[Start of Attachment]

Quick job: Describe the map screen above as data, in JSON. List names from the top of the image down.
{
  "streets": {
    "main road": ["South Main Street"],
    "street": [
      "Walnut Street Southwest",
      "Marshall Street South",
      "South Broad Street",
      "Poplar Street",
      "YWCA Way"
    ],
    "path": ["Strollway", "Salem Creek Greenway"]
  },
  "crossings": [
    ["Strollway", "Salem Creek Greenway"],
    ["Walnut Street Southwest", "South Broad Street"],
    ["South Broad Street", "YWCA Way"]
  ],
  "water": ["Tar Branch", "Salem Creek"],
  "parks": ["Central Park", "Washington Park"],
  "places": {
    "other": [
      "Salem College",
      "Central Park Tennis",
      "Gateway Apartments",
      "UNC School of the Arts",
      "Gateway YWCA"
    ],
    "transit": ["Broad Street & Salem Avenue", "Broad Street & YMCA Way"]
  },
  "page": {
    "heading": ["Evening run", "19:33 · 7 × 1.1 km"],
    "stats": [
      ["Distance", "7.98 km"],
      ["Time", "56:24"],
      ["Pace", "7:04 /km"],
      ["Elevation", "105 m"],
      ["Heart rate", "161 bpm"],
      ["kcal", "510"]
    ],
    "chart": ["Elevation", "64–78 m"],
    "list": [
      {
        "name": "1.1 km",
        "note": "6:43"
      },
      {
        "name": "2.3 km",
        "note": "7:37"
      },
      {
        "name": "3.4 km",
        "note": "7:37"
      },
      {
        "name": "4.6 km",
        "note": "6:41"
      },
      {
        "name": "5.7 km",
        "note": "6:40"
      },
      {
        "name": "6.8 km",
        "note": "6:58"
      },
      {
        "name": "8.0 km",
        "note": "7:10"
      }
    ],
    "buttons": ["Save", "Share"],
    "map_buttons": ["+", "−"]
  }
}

[End of Attachment]

Without altering a single word, transcribe the entries above.

Quick job: Describe the map screen above as data, in JSON. List names from the top of the image down.
{
  "streets": {
    "main road": ["South Main Street"],
    "street": [
      "Walnut Street Southwest",
      "Marshall Street South",
      "South Broad Street",
      "Poplar Street",
      "YWCA Way"
    ],
    "path": ["Strollway", "Salem Creek Greenway"]
  },
  "crossings": [
    ["Strollway", "Salem Creek Greenway"],
    ["Walnut Street Southwest", "South Broad Street"],
    ["South Broad Street", "YWCA Way"]
  ],
  "water": ["Tar Branch", "Salem Creek"],
  "parks": ["Central Park", "Washington Park"],
  "places": {
    "other": [
      "Salem College",
      "Central Park Tennis",
      "Gateway Apartments",
      "UNC School of the Arts",
      "Gateway YWCA"
    ],
    "transit": ["Broad Street & Salem Avenue", "Broad Street & YMCA Way"]
  },
  "page": {
    "heading": ["Evening run", "19:33 · 7 × 1.1 km"],
    "stats": [
      ["Distance", "7.98 km"],
      ["Time", "56:24"],
      ["Pace", "7:04 /km"],
      ["Elevation", "105 m"],
      ["Heart rate", "161 bpm"],
      ["kcal", "510"]
    ],
    "chart": ["Elevation", "64–78 m"],
    "list": [
      {
        "name": "1.1 km",
        "note": "6:43"
      },
      {
        "name": "2.3 km",
        "note": "7:37"
      },
      {
        "name": "3.4 km",
        "note": "7:37"
      },
      {
        "name": "4.6 km",
        "note": "6:41"
      },
      {
        "name": "5.7 km",
        "note": "6:40"
      },
      {
        "name": "6.8 km",
        "note": "6:58"
      },
      {
        "name": "8.0 km",
        "note": "7:10"
      }
    ],
    "buttons": ["Save", "Share"],
    "map_buttons": ["+", "−"]
  }
}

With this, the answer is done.